Brylinsky joins former Olympians in hall of fame
April 19, 2002
KALAMAZOO -- Dr. Jody Brylinsky, a Western Michigan University associate professor of health, physical education and recreation, recently joined the ranks of such standout Olympians as Wilma Rudolph, Rafer Johnson, Nancy Hogshead and Peter Vidmar when she was inducted into the National Association for Sport and Physical Education's Hall of Fame in San Diego.
The April 12 ceremony honored the Ambridge, Penn., native as an outstanding individual who has achieved new levels of excellence in sport and physical education, and who has inspired others by example.
Brylinsky is nationally recognized as an educator, researcher and activist in the areas of sportsmanship, gender equity and Special Olympics. Throughout her career, Brylinsky has been an outspoken advocate and a tireless promoter of coaching education and sport participation opportunities for all.
"I always loved physical education and thanks to an incredible teacher in eighth grade I knew what I wanted to be when I grew up," she recalls. "And being a pre-Title IX girl, staying involved in athletics was not easy. But I had great parents, and a great school that was ahead of the times. This is probably why I am so committed to both gender equity and daily quality physical education and sport for girls."
Brylinsky, who earned bachelor and master's degrees from Slippery Rock State University, completed her doctoral degree in physical education and sports psychology at the University of Minnesota.
As a past president of NASPE and national leader in the National Association for Girls and Women in Sport and the National Council for the Accreditation for Coaching Education, "she has been a consistent and persistent voice for the importance of sport and its educational values," NASPE officials said in making the award.

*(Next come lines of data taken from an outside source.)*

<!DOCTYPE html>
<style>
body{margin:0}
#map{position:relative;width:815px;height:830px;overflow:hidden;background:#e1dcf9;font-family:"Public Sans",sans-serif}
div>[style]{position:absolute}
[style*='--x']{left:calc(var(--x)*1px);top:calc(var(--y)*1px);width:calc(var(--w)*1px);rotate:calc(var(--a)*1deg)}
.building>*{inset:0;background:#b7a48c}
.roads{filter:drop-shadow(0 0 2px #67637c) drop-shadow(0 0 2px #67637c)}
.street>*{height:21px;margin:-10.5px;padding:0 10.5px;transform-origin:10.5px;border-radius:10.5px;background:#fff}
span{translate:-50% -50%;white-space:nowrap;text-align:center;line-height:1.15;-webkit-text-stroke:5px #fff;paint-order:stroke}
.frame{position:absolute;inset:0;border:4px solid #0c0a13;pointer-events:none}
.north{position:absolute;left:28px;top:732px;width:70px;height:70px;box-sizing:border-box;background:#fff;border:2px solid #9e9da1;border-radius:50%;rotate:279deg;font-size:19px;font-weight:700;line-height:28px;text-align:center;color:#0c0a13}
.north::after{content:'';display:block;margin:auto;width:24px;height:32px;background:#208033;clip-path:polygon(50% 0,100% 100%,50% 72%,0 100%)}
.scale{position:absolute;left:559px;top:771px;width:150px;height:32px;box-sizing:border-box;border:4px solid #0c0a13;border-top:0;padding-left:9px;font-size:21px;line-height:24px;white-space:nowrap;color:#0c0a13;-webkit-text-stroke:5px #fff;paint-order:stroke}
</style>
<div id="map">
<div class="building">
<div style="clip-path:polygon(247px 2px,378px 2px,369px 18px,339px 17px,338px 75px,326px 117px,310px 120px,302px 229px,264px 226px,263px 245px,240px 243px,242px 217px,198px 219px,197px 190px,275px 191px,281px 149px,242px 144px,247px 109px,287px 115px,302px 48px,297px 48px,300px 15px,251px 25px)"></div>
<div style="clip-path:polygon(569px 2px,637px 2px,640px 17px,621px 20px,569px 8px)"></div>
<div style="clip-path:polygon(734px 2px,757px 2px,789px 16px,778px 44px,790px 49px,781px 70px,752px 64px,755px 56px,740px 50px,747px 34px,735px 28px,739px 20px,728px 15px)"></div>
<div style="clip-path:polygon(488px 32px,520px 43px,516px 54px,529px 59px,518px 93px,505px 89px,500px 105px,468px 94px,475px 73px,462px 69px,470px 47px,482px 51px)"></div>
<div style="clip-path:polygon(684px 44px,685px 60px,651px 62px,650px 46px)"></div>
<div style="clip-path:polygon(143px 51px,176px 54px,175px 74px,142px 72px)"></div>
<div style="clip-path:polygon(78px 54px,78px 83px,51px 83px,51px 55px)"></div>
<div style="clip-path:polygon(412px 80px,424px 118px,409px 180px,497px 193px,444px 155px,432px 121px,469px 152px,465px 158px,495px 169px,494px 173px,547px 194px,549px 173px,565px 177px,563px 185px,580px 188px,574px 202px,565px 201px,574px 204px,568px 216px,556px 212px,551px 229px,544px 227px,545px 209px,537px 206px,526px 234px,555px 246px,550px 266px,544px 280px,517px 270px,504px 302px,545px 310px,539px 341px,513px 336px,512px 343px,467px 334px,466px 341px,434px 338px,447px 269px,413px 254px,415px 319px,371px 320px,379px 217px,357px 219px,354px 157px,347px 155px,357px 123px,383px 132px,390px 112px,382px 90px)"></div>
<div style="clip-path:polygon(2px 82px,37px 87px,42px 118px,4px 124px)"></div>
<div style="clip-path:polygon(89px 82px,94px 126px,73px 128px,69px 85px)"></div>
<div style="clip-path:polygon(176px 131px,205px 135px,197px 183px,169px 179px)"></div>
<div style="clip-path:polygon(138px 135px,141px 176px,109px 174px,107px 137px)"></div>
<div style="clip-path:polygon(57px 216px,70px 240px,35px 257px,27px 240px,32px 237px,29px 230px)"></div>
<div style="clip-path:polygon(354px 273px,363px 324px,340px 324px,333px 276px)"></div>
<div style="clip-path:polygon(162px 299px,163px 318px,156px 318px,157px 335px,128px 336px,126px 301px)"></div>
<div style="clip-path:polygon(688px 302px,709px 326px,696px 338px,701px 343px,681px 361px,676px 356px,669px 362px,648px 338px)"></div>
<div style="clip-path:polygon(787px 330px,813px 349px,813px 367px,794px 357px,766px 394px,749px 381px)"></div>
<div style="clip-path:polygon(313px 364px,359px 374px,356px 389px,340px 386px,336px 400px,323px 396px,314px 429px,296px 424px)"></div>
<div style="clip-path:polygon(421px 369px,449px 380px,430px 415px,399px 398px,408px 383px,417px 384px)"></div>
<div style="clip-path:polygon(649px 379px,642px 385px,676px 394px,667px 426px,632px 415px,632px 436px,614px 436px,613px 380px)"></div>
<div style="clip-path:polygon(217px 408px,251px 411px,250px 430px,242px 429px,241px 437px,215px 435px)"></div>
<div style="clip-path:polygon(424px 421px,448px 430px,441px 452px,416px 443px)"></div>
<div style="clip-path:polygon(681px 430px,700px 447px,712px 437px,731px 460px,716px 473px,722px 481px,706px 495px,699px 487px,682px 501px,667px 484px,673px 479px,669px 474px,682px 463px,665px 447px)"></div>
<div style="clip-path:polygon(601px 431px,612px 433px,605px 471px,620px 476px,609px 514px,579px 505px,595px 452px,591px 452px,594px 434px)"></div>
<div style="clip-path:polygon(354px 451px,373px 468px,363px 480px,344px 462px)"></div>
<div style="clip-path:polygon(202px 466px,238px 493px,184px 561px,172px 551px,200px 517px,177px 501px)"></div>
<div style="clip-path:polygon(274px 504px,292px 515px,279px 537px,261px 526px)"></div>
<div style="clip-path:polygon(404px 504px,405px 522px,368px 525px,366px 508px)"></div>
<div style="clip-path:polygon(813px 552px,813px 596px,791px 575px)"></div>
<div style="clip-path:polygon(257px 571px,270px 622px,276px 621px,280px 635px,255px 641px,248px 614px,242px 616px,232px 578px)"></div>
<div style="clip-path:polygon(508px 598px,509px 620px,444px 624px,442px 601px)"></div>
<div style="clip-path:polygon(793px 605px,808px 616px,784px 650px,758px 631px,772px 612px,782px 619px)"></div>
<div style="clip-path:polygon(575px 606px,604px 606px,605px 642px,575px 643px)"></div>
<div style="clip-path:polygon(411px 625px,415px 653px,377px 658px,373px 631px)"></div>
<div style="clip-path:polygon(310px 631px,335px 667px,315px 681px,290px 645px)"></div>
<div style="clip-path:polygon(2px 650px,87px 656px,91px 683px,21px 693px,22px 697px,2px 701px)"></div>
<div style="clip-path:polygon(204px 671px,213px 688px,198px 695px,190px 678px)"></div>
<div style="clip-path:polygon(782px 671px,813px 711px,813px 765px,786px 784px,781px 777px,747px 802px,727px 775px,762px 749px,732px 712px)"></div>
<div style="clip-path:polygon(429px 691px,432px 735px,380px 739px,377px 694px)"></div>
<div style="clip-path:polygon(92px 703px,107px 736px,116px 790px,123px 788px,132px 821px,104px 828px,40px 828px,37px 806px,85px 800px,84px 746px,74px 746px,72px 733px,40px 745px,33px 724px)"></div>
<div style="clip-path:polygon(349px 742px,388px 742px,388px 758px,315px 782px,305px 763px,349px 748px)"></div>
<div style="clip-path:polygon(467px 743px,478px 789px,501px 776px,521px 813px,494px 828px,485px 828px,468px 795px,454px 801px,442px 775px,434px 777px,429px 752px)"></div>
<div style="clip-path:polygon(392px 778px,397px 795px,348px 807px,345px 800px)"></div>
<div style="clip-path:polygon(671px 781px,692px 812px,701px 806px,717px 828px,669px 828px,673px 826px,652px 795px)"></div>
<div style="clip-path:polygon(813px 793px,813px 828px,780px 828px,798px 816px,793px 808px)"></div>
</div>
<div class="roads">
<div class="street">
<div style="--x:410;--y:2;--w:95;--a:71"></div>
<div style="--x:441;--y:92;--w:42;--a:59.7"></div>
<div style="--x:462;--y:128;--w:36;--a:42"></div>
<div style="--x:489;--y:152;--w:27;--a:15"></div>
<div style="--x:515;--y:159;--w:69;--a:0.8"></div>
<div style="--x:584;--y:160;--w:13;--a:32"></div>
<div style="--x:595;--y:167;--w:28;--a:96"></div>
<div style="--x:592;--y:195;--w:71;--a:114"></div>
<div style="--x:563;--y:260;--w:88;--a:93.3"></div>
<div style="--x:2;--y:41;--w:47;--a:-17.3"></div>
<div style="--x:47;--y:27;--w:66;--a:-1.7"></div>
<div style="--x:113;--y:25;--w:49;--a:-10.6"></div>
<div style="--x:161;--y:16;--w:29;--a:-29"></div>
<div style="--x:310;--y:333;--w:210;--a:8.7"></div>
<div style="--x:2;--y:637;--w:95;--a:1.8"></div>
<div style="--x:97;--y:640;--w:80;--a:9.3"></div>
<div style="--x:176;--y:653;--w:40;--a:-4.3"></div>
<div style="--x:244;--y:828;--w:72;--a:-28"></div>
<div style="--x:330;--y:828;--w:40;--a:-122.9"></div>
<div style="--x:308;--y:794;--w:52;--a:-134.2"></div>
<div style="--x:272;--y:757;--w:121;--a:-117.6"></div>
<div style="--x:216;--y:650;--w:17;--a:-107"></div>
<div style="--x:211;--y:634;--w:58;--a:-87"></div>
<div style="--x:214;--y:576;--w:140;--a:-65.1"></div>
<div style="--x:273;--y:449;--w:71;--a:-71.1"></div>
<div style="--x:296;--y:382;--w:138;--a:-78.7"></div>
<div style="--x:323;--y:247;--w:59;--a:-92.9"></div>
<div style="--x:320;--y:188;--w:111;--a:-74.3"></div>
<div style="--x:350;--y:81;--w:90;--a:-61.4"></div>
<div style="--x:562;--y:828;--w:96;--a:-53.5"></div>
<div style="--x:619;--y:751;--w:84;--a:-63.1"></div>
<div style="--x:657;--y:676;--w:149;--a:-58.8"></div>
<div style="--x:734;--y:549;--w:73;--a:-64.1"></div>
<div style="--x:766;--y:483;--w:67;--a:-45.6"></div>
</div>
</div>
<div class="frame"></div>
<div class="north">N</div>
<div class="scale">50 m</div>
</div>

Brylinsky continues to be a strong advocate for good coaching and the national movement to set high standards for coaches.

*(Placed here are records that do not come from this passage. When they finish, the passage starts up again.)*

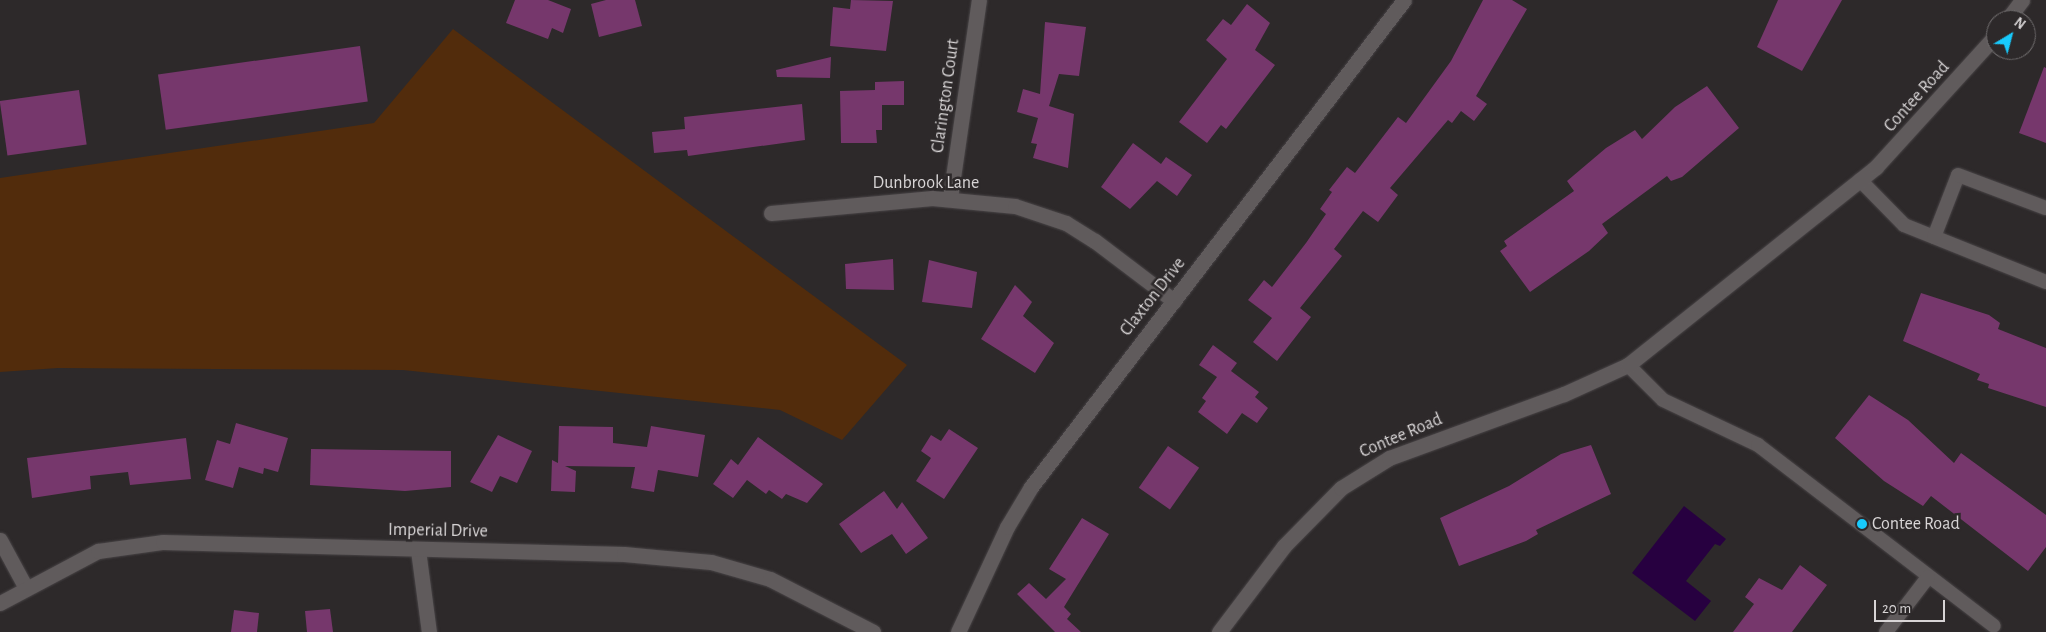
<!DOCTYPE html>
<style>
body{margin:0}
#map{position:relative;width:2046px;height:632px;overflow:hidden;background:#2d292a;font-family:"Alegreya Sans",sans-serif}
div>[style]{position:absolute}
.green>*{inset:0;background:#522c0c}
.water>*{inset:0;background:#270040}
.building>*{inset:0;background:#76376c;transform-origin:0 0}
.roads{filter:drop-shadow(0 0 1px #484446) drop-shadow(0 0 1px #484446)}
.service>*{height:14px;margin:-7px;padding:0 7px;transform-origin:7px;border-radius:7px;background:#605b5c}
.minor>*{height:15px;margin:-7.5px;padding:0 7.5px;transform-origin:7.5px;border-radius:7.5px;background:#605b5c}
.dots>*{width:14px;height:14px;translate:-50% -50%;box-sizing:border-box;border:2px solid #2d292a;border-radius:50%}
span{translate:-50% -50%;white-space:nowrap;text-align:center;line-height:1.15;-webkit-text-stroke:5px #2d292a;paint-order:stroke}
.street-label{font-size:18px;color:#d8d5d6}
.poi-label{font-size:18px;color:#d8d5d6}
.left{translate:0 -50%;text-align:left}
.north{position:absolute;left:1986px;top:10px;width:50px;height:50px;box-sizing:border-box;background:#2d292a;border:1px solid #716e6f;border-radius:50%;rotate:37deg;font-size:14px;font-weight:700;line-height:20px;text-align:center;color:#d8d5d6}
.north::after{content:'';display:block;margin:auto;width:18px;height:22px;background:#18cafc;clip-path:polygon(50% 0,100% 100%,50% 72%,0 100%)}
.scale{position:absolute;left:1874px;top:600px;width:71px;height:22px;box-sizing:border-box;border:2px solid #d8d5d6;border-top:0;padding-left:6px;font-size:15px;line-height:18px;white-space:nowrap;color:#d8d5d6;-webkit-text-stroke:4px #2d292a;paint-order:stroke}
</style>
<div id="map">
<div class="green">
<i style="clip-path:polygon(453px 29px,907px 365px,842px 440px,780px 410px,403px 370px,58px 368px,0 372px,0 178px,374px 123px)"></i>
</div>
<div class="water">
<i style="clip-path:polygon(1684px 506px,1726px 539px,1720px 546px,1715px 544px,1686px 581px,1711px 601px,1695px 621px,1632px 573px)"></i>
</div>
<div class="building">
<i style="clip-path:polygon(515px 0,548px 0,571px 9px,563px 33px,552px 28px,548px 39px,506px 23px)"></i>
<i style="clip-path:polygon(606px 0,635px 0,642px 26px,599px 37px,591px 4px)"></i>
<i style="clip-path:polygon(851px 0,893px 1px,886px 51px,830px 46px,833px 7px,850px 9px)"></i>
<i style="clip-path:polygon(1483px 0,1512px 0,1527px 9px,1476px 96px,1487px 104px,1474px 121px,1461px 111px,1452px 123px,1448px 120px,1390px 188px,1398px 195px,1378px 222px,1363px 211px,1334px 249px,1342px 256px,1300px 308px,1311px 317px,1277px 361px,1253px 342px,1272px 318px,1248px 300px,1264px 280px,1272px 287px,1306px 243px,1326px 214px,1320px 209px,1332px 192px,1329px 190px,1347px 167px,1355px 173px,1398px 117px,1406px 123px,1451px 61px)"></i>
<i style="clip-path:polygon(1778px 0,1842px 0,1802px 71px,1757px 47px)"></i>
<i style="clip-path:polygon(1247px 4px,1270px 23px,1255px 50px,1275px 65px,1226px 129px,1221px 125px,1207px 143px,1179px 122px,1227px 59px,1206px 40px,1223px 19px,1231px 25px)"></i>
<i style="clip-path:polygon(1045px 22px,1086px 27px,1079px 76px,1059px 74px,1049px 106px,1074px 114px,1068px 168px,1033px 158px,1037px 144px,1031px 143px,1038px 118px,1017px 112px,1023px 89px,1040px 94px)"></i>
<i style="left:360px;top:46px;width:56px;height:204px;rotate:82deg"></i>
<i style="clip-path:polygon(831px 57px,830px 78px,777px 77px,776px 70px)"></i>
<i style="clip-path:polygon(2044px 67px,2046px 68px,2046px 143px,2019px 133px)"></i>
<i style="clip-path:polygon(904px 81px,904px 105px,882px 105px,882px 130px,876px 130px,877px 143px,841px 143px,840px 91px,875px 90px,875px 82px)"></i>
<i style="clip-path:polygon(1707px 86px,1739px 128px,1682px 177px,1671px 181px,1667px 176px,1602px 224px,1608px 233px,1589px 251px,1530px 292px,1500px 251px,1507px 246px,1504px 241px,1574px 191px,1567px 181px,1606px 148px,1635px 130px,1642px 139px,1675px 107px)"></i>
<i style="left:79px;top:90px;width:55px;height:80px;rotate:82deg"></i>
<i style="clip-path:polygon(802px 104px,805px 140px,688px 156px,687px 150px,654px 153px,652px 132px,685px 129px,684px 117px)"></i>
<i style="clip-path:polygon(1133px 143px,1161px 164px,1166px 157px,1192px 175px,1177px 196px,1157px 181px,1130px 209px,1101px 187px)"></i>
<i style="clip-path:polygon(893px 259px,894px 290px,846px 289px,845px 264px)"></i>
<i style="clip-path:polygon(929px 260px,977px 272px,972px 308px,922px 302px)"></i>
<i style="clip-path:polygon(1015px 285px,1032px 302px,1023px 316px,1054px 343px,1035px 373px,981px 339px)"></i>
<i style="clip-path:polygon(1921px 293px,1989px 315px,2000px 323px,1998px 329px,2046px 348px,2046px 407px,1988px 388px,1989px 384px,1977px 380px,1980px 374px,1903px 341px)"></i>
<i style="clip-path:polygon(1213px 345px,1237px 363px,1231px 371px,1259px 392px,1255px 397px,1268px 408px,1257px 423px,1242px 413px,1227px 434px,1198px 412px,1206px 401px,1202px 398px,1217px 377px,1199px 365px)"></i>
<i style="clip-path:polygon(1869px 395px,1908px 420px,1954px 463px,1961px 453px,2046px 515px,2046px 547px,2028px 571px,1931px 496px,1923px 506px,1884px 481px,1835px 438px)"></i>
<i style="clip-path:polygon(236px 423px,288px 438px,278px 472px,264px 468px,263px 474px,239px 467px,233px 488px,205px 480px,217px 440px,230px 444px)"></i>
<i style="clip-path:polygon(559px 426px,613px 427px,613px 443px,647px 447px,651px 426px,705px 435px,698px 477px,658px 470px,654px 492px,631px 488px,635px 467px,565px 466px,576px 471px,575px 492px,551px 491px,552px 460px,558px 463px)"></i>
<i style="clip-path:polygon(949px 429px,978px 448px,944px 499px,916px 481px,931px 458px,921px 451px,931px 435px,941px 441px)"></i>
<i style="clip-path:polygon(498px 435px,532px 451px,517px 483px,500px 476px,492px 492px,470px 482px)"></i>
<i style="clip-path:polygon(758px 437px,823px 484px,807px 503px,786px 494px,782px 499px,769px 490px,766px 494px,747px 480px,733px 498px,713px 484px,731px 459px,738px 465px)"></i>
<i style="clip-path:polygon(186px 438px,191px 479px,130px 485px,128px 472px,90px 476px,91px 489px,32px 498px,27px 458px)"></i>
<i style="clip-path:polygon(1591px 445px,1611px 494px,1536px 530px,1538px 534px,1526px 541px,1459px 566px,1440px 518px,1509px 486px,1561px 454px)"></i>
<i style="left:1168px;top:446px;width:38px;height:51px;rotate:35deg"></i>
<i style="clip-path:polygon(311px 449px,451px 451px,451px 487px,405px 491px,310px 485px)"></i>
<i style="clip-path:polygon(884px 491px,897px 509px,902px 502px,928px 538px,906px 554px,892px 534px,861px 553px,839px 524px)"></i>
<i style="clip-path:polygon(1082px 518px,1109px 534px,1064px 607px,1071px 614px,1067px 619px,1081px 632px,1055px 632px,1017px 594px,1029px 583px,1046px 599px,1066px 579px,1049px 569px)"></i>
<i style="clip-path:polygon(1800px 565px,1827px 585px,1792px 632px,1733px 632px,1754px 604px,1745px 597px,1759px 578px,1782px 590px)"></i>
<i style="clip-path:polygon(330px 609px,333px 632px,307px 632px,305px 611px)"></i>
<i style="clip-path:polygon(234px 610px,259px 613px,257px 632px,231px 632px)"></i>
</div>
<div class="roads">
<div class="service">
<i style="left:1860px;top:180px;width:63px;rotate:45.6deg"></i>
<i style="left:1904px;top:225px;width:153px;rotate:21.9deg"></i>
<i style="left:1934px;top:237px;width:66px;rotate:-68.8deg"></i>
<i style="left:1958px;top:175px;width:94px;rotate:20.6deg"></i>
<i style="left:1628px;top:365px;width:49px;rotate:45deg"></i>
<i style="left:1663px;top:400px;width:105px;rotate:25.3deg"></i>
<i style="left:1758px;top:445px;width:297px;rotate:37.5deg"></i>
<i style="left:1886px;top:632px;width:69px;rotate:-52.6deg"></i>
</div>
<div class="minor">
<i style="left:2007px;top:20px;width:25px;rotate:-53deg"></i>
<i style="left:950px;top:198px;width:200px;rotate:-81.7deg"></i>
<i style="left:771px;top:213px;width:162px;rotate:-5.3deg"></i>
<i style="left:932px;top:198px;width:83px;rotate:5.5deg"></i>
<i style="left:1015px;top:206px;width:54px;rotate:18.4deg"></i>
<i style="left:1066px;top:223px;width:34px;rotate:32deg"></i>
<i style="left:1095px;top:241px;width:99px;rotate:37.2deg"></i>
<i style="left:0;top:540px;width:55px;rotate:61.6deg"></i>
<i style="left:418px;top:550px;width:83px;rotate:82.4deg"></i>
<i style="left:0;top:603px;width:111px;rotate:-28deg"></i>
<i style="left:98px;top:551px;width:66px;rotate:-7.9deg"></i>
<i style="left:163px;top:542px;width:461px;rotate:1.5deg"></i>
<i style="left:624px;top:554px;width:87px;rotate:5.3deg"></i>
<i style="left:711px;top:562px;width:61px;rotate:16.1deg"></i>
<i style="left:770px;top:579px;width:116px;rotate:27.2deg"></i>
<i style="left:958px;top:632px;width:116px;rotate:-65deg"></i>
<i style="left:1007px;top:527px;width:47px;rotate:-59deg"></i>
<i style="left:1031px;top:487px;width:613px;rotate:-52.55deg"></i>
<i style="left:1219px;top:632px;width:108px;rotate:-52.9deg"></i>
<i style="left:1284px;top:546px;width:81px;rotate:-45.5deg"></i>
<i style="left:1341px;top:488px;width:57px;rotate:-32deg"></i>
<i style="left:1389px;top:458px;width:186px;rotate:-20.1deg"></i>
<i style="left:1564px;top:394px;width:70px;rotate:-24.4deg"></i>
<i style="left:1628px;top:365px;width:317px;rotate:-38.6deg"></i>
<i style="left:1876px;top:167px;width:178px;rotate:-47.7deg"></i>
</div>
</div>
<div class="dots">
<i style="left:1862px;top:524px;background:#18cafc"></i>
</div>
<div class="street-label">
<span style="left:946px;top:96px;rotate:-82deg">Clarington Court</span>
<span style="left:1917px;top:97px;rotate:-48deg">Contee Road</span>
<span style="left:926px;top:183px">Dunbrook Lane</span>
<span style="left:1153px;top:297px;rotate:-52deg">Claxton Drive</span>
<span style="left:1401px;top:436px;rotate:-23deg">Contee Road</span>
<span style="left:438px;top:531px;rotate:1deg">Imperial Drive</span>
</div>
<div class="poi-label">
<span class="left" style="left:1872px;top:524px">Contee Road</span>
</div>
<div class="north">N</div>
<div class="scale">20 m</div>
</div>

"If we can directly point to what a coach should know, value and be able to do, then we can hold coaches accountable for their actions and the institutions who train coaches as well," she says.
"By creating national standards for athletic coaches we create a public trust that coaches should be skilled, caring adults, who understand the important role they play in sport success."
Brylinsky also works to ensure values and high moral standards among young athletes. "You can't cheat and compete," she says. "The game itself is all about cooperation and respect for self and others. My work with local school districts in improving sportsmanship tries to help young athletes see it is more fun to play fair."
NASPE officials also pointed to Brylinsky's longtime involvement in coaching and creating opportunities for Special Olympians, and her work as a contributing author to NASPE's new book "Coaching Education: Designing Quality Programs."
This year's ceremony highlighted the contributions of Brylinsky and Judi Sheppard Missett, founder and chief executive officer of Jazzercise Inc. Other former honorees include such sports figures as University of Tennessee Lady Volunteers coach Pat Head Summit, tennis great Arthur Ashe, yachtsman Ted Turner and Tony DiCicco, head coach of the 1999 Women's World Cup Champion Soccer Team.
With a nonprofit membership of more than 18,000 professionals in the fitness and physical activity fields, NASPE is the only national association dedicated to strengthening basic knowledge about sport and physical education among professionals and the general public. For more information, visit the organization's Web page at <www.aahperd.org>, the Internet site of the American Alliance for Health, Physical Education, Recreation & Dance. NASPE is the largest of the alliance's six national associations.